I thought it is well-known for many years that the rtl unroller doesn't work properly.
In practically all cases where LLVM beats GCC, it is due to unrolling small loops.
You may have noticed how people have been enabling -fprefetch-loop-arrays by
default in some AArch64 configurations and then strip out most/all prefetches in
order to get the effect of tree unrolling... However the unroll parameters of this
pass are even worse than -funroll-loops, so it ends up using crazy unroll factors.
> To generate more ILP for modern out-of-order processors you need to be
> able to do followup transforms that remove dependences. So rather than
> inventing magic params we should look at those transforms and key
> unrolling on them. Like we do in predictive commoning or other passes
> that end up performing unrolling as part of their transform.

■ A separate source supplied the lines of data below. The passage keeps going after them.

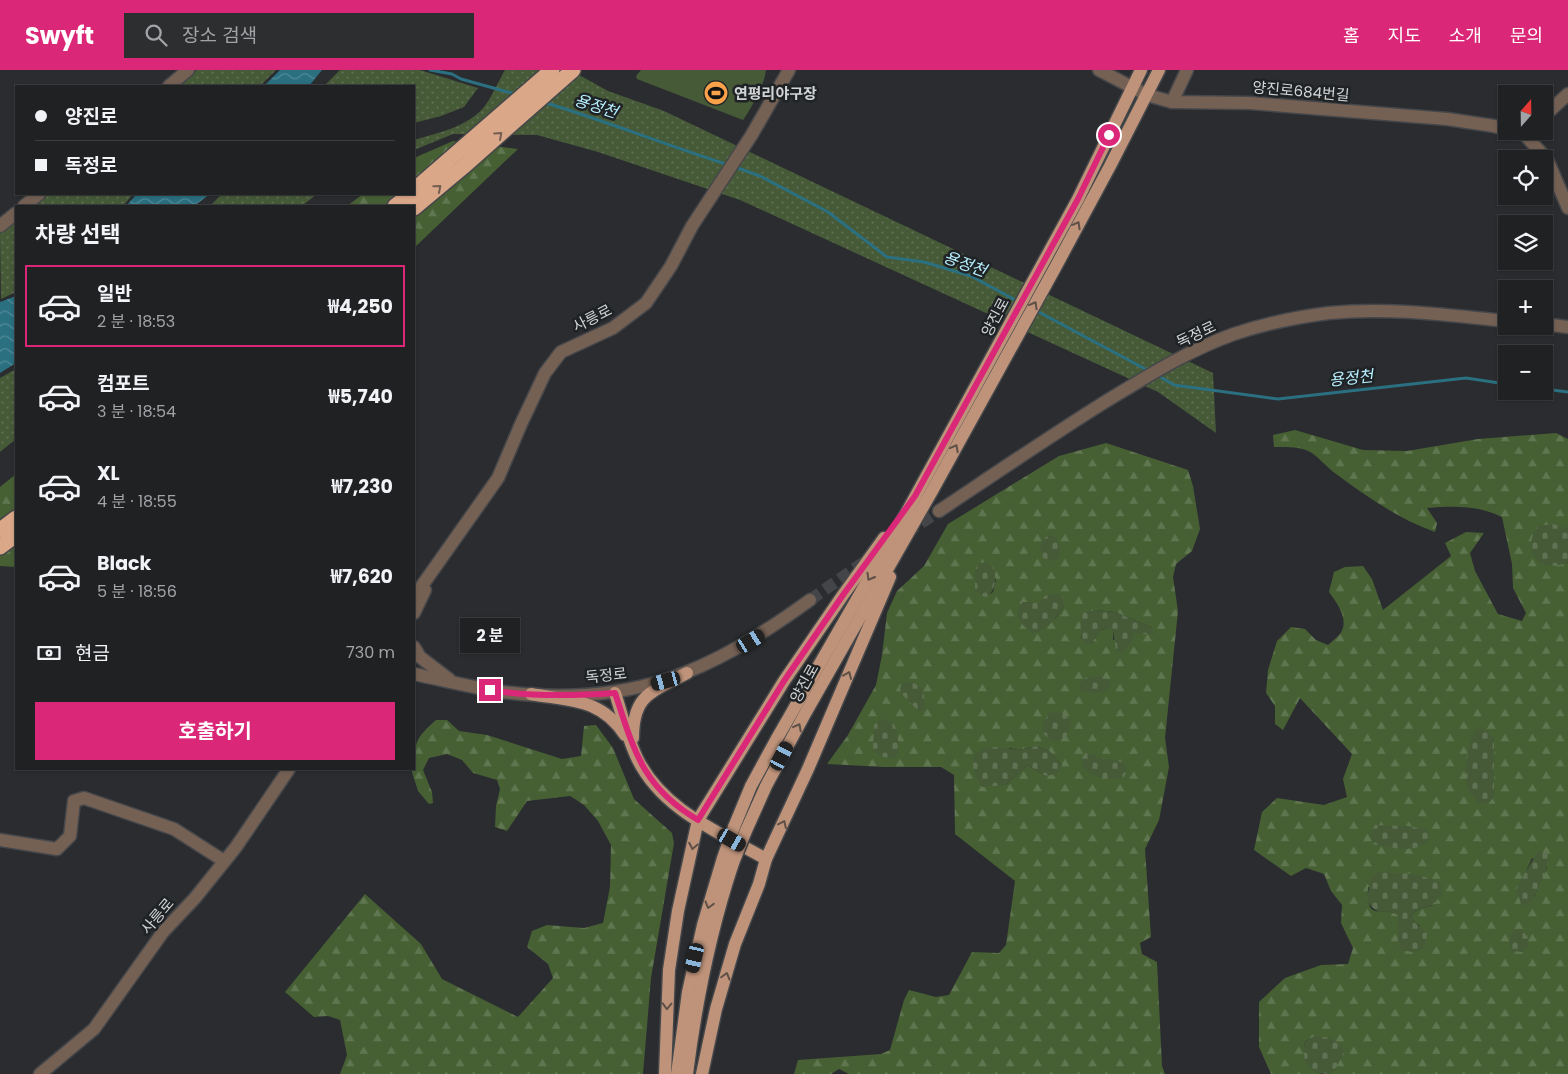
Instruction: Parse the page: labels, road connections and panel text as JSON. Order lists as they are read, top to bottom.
{
  "streets": {
    "main road": ["양진로"],
    "street": ["양진로684번길", "사릉로", "독정로"]
  },
  "crossings": [
    ["양진로684번길", "양진로"]
  ],
  "water": ["용정천"],
  "places": {
    "sports": ["연평리야구장"]
  },
  "north": "top",
  "page": {
    "header": "Swyft",
    "search": "장소 검색",
    "nav": [
      "홈",
      "지도",
      "소개",
      "문의"
    ],
    "map_buttons": ["+", "−"],
    "banner": ["양진로", "독정로"],
    "heading": "차량 선택",
    "list": [
      {
        "name": "일반",
        "note": "2 분 · 18:53",
        "value": "₩4,250"
      },
      {
        "name": "컴포트",
        "note": "3 분 · 18:54",
        "value": "₩5,740"
      },
      {
        "name": "XL",
        "note": "4 분 · 18:55",
        "value": "₩7,230"
      },
      {
        "name": "Black",
        "note": "5 분 · 18:56",
        "value": "₩7,620"
      }
    ],
    "bubble": "2 분",
    "pay": ["현금", "730 m"],
    "buttons": "호출하기"
  }
}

This is why unrolling needs to be done at the tree level. Alias info is correct,
addressing modes end up more optimal and the scheduler can now interleave
the iterations (often not possible after the rtl-unroller due to bad alias info).
> Our measurements on x86 concluded that unrolling isn't worth it, in fact
> it very often hurts. That was of course with saner params than the defaults
> of the RTL unroller.
>
> Often you even have to fight with followup passes doing stuff that ends up
> inreasing register pressure too much so we end up spilling.
Yes that's why I mentioned we should only unroll small loops where there
is always a benefit from reduced loop counter increments and branching.
> So _please_ first get testcases we know unrolling will be beneficial on
> and _also_ have a thorough description _why_.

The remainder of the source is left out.